* **Try it**: Transcribe exactly the lines from the top of the records below through the line that holds "solid #fff;border-radius:50%;box-shadow:0 1px", both included, with no pictures.

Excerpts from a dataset
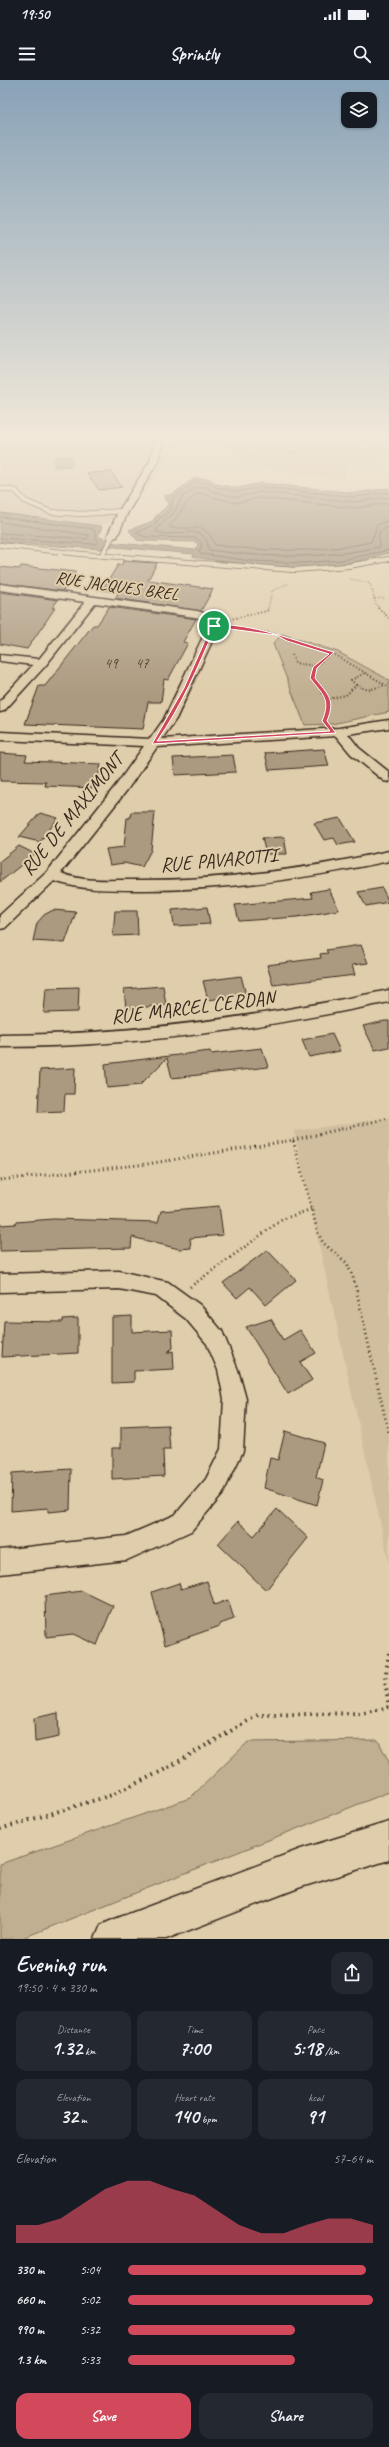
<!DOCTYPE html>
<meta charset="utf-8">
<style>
body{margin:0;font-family:Caveat,sans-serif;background:#242831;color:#f1f3f6;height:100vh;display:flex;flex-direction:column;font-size:15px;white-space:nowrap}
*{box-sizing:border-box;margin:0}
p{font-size:13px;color:#9ea1a6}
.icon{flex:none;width:22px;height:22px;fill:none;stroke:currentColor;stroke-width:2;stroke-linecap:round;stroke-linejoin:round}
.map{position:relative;height:1859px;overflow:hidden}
.drawer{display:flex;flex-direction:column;background:#171b24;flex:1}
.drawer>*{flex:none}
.tools{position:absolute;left:341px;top:12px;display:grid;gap:8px}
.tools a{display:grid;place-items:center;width:36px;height:36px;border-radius:8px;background:#171b24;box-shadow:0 1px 3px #0004;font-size:20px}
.pin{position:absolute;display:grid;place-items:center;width:34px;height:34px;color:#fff;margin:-17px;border:2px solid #fff;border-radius:50%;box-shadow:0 1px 4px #0007}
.round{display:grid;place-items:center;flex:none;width:42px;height:42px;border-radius:12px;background:#242831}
.headline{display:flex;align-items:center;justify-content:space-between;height:68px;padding:0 16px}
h1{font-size:22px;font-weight:600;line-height:30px}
.metrics{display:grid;grid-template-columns:repeat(3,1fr);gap:6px;height:68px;padding:4px 16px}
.metrics div{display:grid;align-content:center;border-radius:10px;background:#242831;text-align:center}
.metrics b{font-size:20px;font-weight:600}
.metrics small{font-size:11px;font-weight:400}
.metrics p{font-size:11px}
.chart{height:112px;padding:8px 16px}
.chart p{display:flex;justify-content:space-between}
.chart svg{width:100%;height:72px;margin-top:4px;fill:#d1495b;opacity:.7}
.action{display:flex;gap:8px;margin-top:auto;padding:8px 16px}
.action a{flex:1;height:46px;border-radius:12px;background:#d1495b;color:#fff;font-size:16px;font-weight:600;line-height:46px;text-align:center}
.action a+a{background:#242831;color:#f1f3f6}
ul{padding:0 16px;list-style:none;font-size:13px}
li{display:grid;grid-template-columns:64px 48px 1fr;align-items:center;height:30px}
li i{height:10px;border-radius:5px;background:#d1495b}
.status{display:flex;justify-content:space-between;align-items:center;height:28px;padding:0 20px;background:#171b24;direction:ltr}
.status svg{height:11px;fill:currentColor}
header{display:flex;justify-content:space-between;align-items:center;height:52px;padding:0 16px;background:#171b24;font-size:18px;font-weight:600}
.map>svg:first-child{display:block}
</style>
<div class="status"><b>19:50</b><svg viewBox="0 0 49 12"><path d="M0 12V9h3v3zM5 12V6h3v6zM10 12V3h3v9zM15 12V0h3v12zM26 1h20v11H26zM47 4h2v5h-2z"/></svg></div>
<header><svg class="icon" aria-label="menu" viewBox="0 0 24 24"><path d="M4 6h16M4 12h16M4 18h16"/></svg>Sprintly<svg class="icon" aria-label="search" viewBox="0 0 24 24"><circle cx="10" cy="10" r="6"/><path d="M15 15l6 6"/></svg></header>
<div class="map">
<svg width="389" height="1859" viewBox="0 0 389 1859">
<rect width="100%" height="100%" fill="#dfcdab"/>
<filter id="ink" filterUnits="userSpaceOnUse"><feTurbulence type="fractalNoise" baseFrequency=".025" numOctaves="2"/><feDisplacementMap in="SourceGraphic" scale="8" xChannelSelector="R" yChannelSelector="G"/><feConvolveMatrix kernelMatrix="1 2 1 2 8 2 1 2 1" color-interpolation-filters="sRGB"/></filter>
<g filter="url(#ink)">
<!-- built -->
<g fill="#d0be9e">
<path d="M 0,355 L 389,355 L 389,380 L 347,381 L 344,400 L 241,385 L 232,368 L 178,366 L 129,432 L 100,446 L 0,433 Z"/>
<path d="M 389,1038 L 389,1482 L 294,1051 Z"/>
</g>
<!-- green -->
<g fill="#c1af91" stroke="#7e6c58">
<path d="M 282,554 L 338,572 L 389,600 L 389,632 L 332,644 L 305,645 L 273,564 Z"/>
<path d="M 378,1660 L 389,1682 L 389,1712 L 20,1859 L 0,1859 L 0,1784 L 190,1718 L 248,1662 Z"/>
</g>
<!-- water -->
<g fill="#98876e" stroke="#73624e">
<path d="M 55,376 L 72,376 L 72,386 L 54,387 Z"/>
<path d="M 195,398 L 210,399 L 216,404 L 237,408 L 261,403 L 356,413 L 389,408 L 389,454 L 387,457 L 389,460 L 389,473 C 372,477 355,483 338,485 C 290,492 240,484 193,477 L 194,474 L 104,466 L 101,469 L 0,462 L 0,433 L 100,446 L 102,447 L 98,456 L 106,460 L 106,462 L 196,470 L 198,464 L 195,462 L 145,461 L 137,460 L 129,450 L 153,441 C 156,433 165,431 169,422 L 165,420 L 164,416 L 173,414 Z"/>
</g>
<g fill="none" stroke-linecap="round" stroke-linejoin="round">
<!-- shore -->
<g stroke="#604f3e" stroke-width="1">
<path d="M 389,412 L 356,417 L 261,407 L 237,412 L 215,407 L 209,403 L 195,402 L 173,418 L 170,431 L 158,439 L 155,444 L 136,453 L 146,457 L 196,458 L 202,463 L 199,472 L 201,474 L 251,481 L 302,483 L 342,480 L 389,470"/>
<path d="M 389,417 L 356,422 L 260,412 L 236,417 L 214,412 L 206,407 L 197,407 L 183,416 L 173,434 L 162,442 L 156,451 C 170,460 193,444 205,458 C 208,461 207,466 209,470 C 267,478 321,479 379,467 L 379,452 L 389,446"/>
<path d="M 389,423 L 356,428 L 260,418 L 236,423 L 199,413 C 182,423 183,433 169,446 L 171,448 L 202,448 L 210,455 L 215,465 C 268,472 319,473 371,462 L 377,445 L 389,440"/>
<path d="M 0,437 L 94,449 L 97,462 L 95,464 L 0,458"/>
<path d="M 0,442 L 89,455 L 87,459 L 0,453"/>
</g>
</g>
<!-- building -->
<g fill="#ac9a80" stroke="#3b2a1e">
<path d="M 111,392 L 122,407 L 99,410 L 87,393 Z"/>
<path d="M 123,481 L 157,483 L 148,500 L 213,509 L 201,531 L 115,518 L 119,512 L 102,510 L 118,485 L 122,485 Z"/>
<path d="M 21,486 L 76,492 L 63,511 L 0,503 L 0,487 L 19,489 Z"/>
<path d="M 0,512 L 58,520 L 52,528 L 55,528 L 27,569 L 0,564 Z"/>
<path d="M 109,527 L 196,539 L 183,562 L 188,563 L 168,600 L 164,599 L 161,622 L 148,622 L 143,649 L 25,644 L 39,606 L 45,606 L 93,545 L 97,545 Z"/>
<path d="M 324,669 L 329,686 L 269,690 L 265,673 Z"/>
<path d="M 0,673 L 27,675 L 25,681 L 101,684 L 96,708 L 45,706 L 46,702 L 0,701 Z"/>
<path d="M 233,675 L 236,692 L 175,695 L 173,678 Z"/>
<path d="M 131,732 L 155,732 L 151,770 L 142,787 L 124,783 L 110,785 L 106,769 L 124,767 L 127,738 L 130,738 Z"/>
<path d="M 40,733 L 58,738 L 40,762 L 19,757 Z"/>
<path d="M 340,738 L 355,762 L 338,765 L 334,758 L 324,760 L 314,743 Z"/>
<path d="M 284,757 L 287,774 L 266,774 L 262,758 Z"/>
<path d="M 19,766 L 35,774 L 0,802 L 0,781 Z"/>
<path d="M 382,808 L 389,822 L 366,826 L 358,812 Z"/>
<path d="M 329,809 L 339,830 L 297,837 L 239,841 L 235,825 L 313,818 L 311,812 Z"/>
<path d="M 207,827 L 210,844 L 174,846 L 172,830 Z"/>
<path d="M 53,830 L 76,832 L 65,863 L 33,861 L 37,843 L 44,835 Z"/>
<path d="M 115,831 L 137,831 L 138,855 L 113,856 Z"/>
<path d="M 361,865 L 368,883 L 352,885 L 355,895 L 273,905 L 267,885 L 321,878 L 320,874 L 328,873 L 326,870 Z"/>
<path d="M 241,896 L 246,915 L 208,920 L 203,901 Z"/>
<path d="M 163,906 L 166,925 L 126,929 L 124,909 Z"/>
<path d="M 79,907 L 78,932 L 44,933 L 46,908 Z"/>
<path d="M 385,941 L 389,941 L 389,967 L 375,970 L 363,946 Z"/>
<path d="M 332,954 L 340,971 L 309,977 L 302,960 Z"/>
<path d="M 262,968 L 268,987 L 172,998 L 167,978 L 140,1005 L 107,1008 L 105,984 L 210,971 L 211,974 Z"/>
<path d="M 75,988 L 74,1014 L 65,1014 L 64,1031 L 38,1032 L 40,990 Z"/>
<path d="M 219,1126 L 223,1155 L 190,1158 L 191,1168 L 179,1169 L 132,1157 L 131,1168 L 0,1171 L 0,1145 L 15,1144 L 16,1142 L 53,1139 L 158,1142 L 161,1131 Z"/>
<path d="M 267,1170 L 296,1200 L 266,1225 L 250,1207 L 237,1218 L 223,1203 Z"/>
<path d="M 132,1236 L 132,1252 L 172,1250 L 173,1268 L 166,1273 L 173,1271 L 174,1289 L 134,1291 L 134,1302 L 112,1303 L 112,1237 Z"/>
<path d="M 78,1238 L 78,1273 L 2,1277 L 4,1241 L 63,1242 L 63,1239 Z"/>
<path d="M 271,1239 L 283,1260 L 300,1250 L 316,1273 L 300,1282 L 312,1300 L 288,1314 L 246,1247 Z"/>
<path d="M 168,1345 L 170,1370 L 163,1370 L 164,1396 L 112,1399 L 112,1368 L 121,1368 L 121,1347 Z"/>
<path d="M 285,1351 L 324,1363 L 316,1397 L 323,1400 L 317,1425 L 264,1408 L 270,1378 L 278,1380 Z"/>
<path d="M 71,1389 L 70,1430 L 48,1432 L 48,1428 L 11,1431 L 12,1393 Z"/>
<path d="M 277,1429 L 308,1458 L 266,1510 L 218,1464 L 238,1441 L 254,1456 Z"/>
<path d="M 207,1501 L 214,1525 L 228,1520 L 234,1539 L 220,1544 L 220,1546 L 165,1565 L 152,1512 L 179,1503 L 181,1509 Z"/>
<path d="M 82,1511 L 113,1526 L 97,1565 L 73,1554 L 46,1557 L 45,1516 Z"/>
<path d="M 58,1633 L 59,1657 L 35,1662 L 34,1638 Z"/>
</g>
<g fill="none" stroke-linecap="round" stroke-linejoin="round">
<!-- service casing -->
<g stroke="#3b2a1e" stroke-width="6">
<g id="service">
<path d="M 267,355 L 293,371"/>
<path d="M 348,355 L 369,358 L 374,355"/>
<path d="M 0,408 L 16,411 L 25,421 L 51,432 L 81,434 L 124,431"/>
<path d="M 0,465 L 81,474 L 294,490 L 348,486 L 389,479"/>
<path d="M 102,475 L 112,457"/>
</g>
</g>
<!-- minor casing -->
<g stroke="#3b2a1e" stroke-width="3">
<g id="minor">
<path d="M 156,355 L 164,355 L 158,381 L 127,434 L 117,457 L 109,459 L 107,457 L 117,434 L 150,381 Z"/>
<path d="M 0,504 L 197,531 L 210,535 L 219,546 L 176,639 L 162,659 L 339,648 L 389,640 L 389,648 L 348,654 L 359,668 L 389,692 L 389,702 L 384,701 L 351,674 L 336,656 L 157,667 L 127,710 L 61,793 C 82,802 107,800 130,800 C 218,801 303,790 389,771 L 389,781 C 305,799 221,811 135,810 C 108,810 81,810 54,801 L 5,848 L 0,849 L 0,835 L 47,792 L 117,704 L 144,666 L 0,660 L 0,652 L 150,659 L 164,639 L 208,546 L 202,539 L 195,537 L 95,523 L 46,585 L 4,631 L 0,632 L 0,621 L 33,585 L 0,581 L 0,575 L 39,579 L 85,522 L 0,510 Z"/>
<path d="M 389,910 L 389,922 C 260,949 132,967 0,967 L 0,955 C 132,955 260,937 389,910 Z"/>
<path d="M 119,1191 L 168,1202 L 200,1225 L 222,1251 L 238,1290 L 246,1319 L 243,1371 L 222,1415 L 191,1451 L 127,1480 L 0,1494 L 0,1470 L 126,1456 L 175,1435 L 206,1399 L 221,1369 L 224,1319 L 218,1290 L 207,1264 L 186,1239 L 156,1216 L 119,1209 L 0,1212 L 0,1194 Z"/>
</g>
</g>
<!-- primary casing -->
<g stroke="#3b2a1e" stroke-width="3">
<path id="primary" d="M 389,1742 L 389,1780 L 301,1807 L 166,1859 L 95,1859 L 101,1845 L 115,1839 L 301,1769 Z"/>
</g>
<!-- path-far3 -->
<g stroke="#3b2a1e" stroke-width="1.5" stroke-dasharray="0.5 2" stroke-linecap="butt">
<path d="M 0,433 L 27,436"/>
<path d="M 351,499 L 369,503 C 374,510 373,520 379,529"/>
<path d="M 373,519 L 385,518"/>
<path d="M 268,529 L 272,511 L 289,503"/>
</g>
<!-- path-far2 -->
<g stroke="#3b2a1e" stroke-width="2" stroke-dasharray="1 2.5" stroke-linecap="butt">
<path d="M 378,528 L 389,538"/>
<path d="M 226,540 L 267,531 L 269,528"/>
<path d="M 226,547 L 277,554 L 288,560 L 332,573 L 314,587 L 313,598 L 328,622 L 325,640"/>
<path d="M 332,573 L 389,607"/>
<path d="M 292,575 L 295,583 L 316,586"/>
<path d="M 356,605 L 368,610 L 385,605"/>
<path d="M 329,619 L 346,615 L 356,605 L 351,600 L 365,593"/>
</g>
<!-- path-far1 -->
<g stroke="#3b2a1e" stroke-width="3" stroke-dasharray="1 3.5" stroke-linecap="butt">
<path d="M 293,1060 L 389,1038"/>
<path d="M 0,1100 L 147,1084 L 293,1060 L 318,1153 L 323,1163 L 347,1183 L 354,1200 L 389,1355"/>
<path d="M 190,1207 L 283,1139 L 312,1129"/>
</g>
<!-- path -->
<g stroke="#3b2a1e" stroke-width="4" stroke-dasharray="1.5 4.5" stroke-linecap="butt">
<path d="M 389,1573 L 385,1600 L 389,1627"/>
<path d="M 0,1749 L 112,1715 L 162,1691 L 258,1635 L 364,1633 L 389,1627"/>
</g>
<!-- service -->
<use href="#service" stroke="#dfcdab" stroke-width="4.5"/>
<!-- minor -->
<use href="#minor" fill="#dfcdab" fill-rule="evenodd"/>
<!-- primary -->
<use href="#primary" fill="#dfcdab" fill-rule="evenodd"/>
</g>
</g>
<!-- sky -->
<linearGradient id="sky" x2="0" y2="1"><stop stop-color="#88a2b7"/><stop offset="0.58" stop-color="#f1e8d9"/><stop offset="1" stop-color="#f1e8d9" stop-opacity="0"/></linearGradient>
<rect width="389" height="615" fill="url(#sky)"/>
<!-- route -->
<path fill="#d1495b" stroke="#fff" fill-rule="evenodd" d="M 212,545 C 251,542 297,562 334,572 L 317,588 L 315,598 C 328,615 336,619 327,641 L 336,653 L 152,664 L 184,608 ZM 215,547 L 276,555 L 287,561 L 329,574 L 313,587 L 310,598 C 323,615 331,619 322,641 L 330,651 L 157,661 C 182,625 198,587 215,547 Z"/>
<g text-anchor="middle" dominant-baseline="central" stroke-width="4" stroke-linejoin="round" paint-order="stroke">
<!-- far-number labels -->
<g font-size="15" fill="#574636">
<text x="111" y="583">49</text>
<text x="142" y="583">47</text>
</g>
<!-- far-street labels -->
<g font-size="17" fill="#3b2a1e" stroke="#dfcdab">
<text transform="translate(117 506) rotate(8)">RUE JACQUES BREL</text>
</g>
<!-- street labels -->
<g font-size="20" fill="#3b2a1e" stroke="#dfcdab">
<text transform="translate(72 734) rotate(-51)">RUE DE MAXIMONT</text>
<text transform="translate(219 780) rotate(-5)">RUE PAVAROTTI</text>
<text transform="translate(193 927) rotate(-7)">RUE MARCEL CERDAN</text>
</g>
</g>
</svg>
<div class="tools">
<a><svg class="icon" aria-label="layers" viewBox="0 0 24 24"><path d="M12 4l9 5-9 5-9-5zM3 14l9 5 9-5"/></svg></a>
</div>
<div class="pin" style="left:214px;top:546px;background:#1e9e55"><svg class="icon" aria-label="arrive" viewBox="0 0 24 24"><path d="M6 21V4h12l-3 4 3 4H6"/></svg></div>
</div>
<section class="drawer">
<div class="headline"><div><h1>Evening run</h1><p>19:50 · 4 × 330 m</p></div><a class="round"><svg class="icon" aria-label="share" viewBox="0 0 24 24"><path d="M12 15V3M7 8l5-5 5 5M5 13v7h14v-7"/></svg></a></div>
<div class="metrics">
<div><p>Distance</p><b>1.32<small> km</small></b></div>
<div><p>Time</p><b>7:00</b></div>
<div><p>Pace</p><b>5:18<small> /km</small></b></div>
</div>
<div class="metrics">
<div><p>Elevation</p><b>32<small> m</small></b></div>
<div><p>Heart rate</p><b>140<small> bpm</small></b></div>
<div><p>kcal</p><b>91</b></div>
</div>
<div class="chart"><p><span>Elevation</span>57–64 m</p>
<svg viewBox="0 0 160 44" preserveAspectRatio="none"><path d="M0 44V33L10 33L20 29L30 20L40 11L50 6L60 6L70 11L80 15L90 24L100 33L110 38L120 38L130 33L140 29L150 29L160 33V44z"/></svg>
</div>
<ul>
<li><b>330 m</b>5:04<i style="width:97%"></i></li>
<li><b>660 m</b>5:02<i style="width:100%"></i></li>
<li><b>990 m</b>5:32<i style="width:68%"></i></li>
<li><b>1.3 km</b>5:33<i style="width:68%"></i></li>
</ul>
<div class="action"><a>Save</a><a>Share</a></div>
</section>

* **Problem solution**:
<!DOCTYPE html>
<meta charset="utf-8">
<style>
body{margin:0;font-family:Caveat,sans-serif;background:#242831;color:#f1f3f6;height:100vh;display:flex;flex-direction:column;font-size:15px;white-space:nowrap}
*{box-sizing:border-box;margin:0}
p{font-size:13px;color:#9ea1a6}
.icon{flex:none;width:22px;height:22px;fill:none;stroke:currentColor;stroke-width:2;stroke-linecap:round;stroke-linejoin:round}
.map{position:relative;height:1859px;overflow:hidden}
.drawer{display:flex;flex-direction:column;background:#171b24;flex:1}
.drawer>*{flex:none}
.tools{position:absolute;left:341px;top:12px;display:grid;gap:8px}
.tools a{display:grid;place-items:center;width:36px;height:36px;border-radius:8px;background:#171b24;box-shadow:0 1px 3px #0004;font-size:20px}
.pin{position:absolute;display:grid;place-items:center;width:34px;height:34px;color:#fff;margin:-17px;border:2px solid #fff;border-radius:50%;box-shadow:0 1px 4px #0007}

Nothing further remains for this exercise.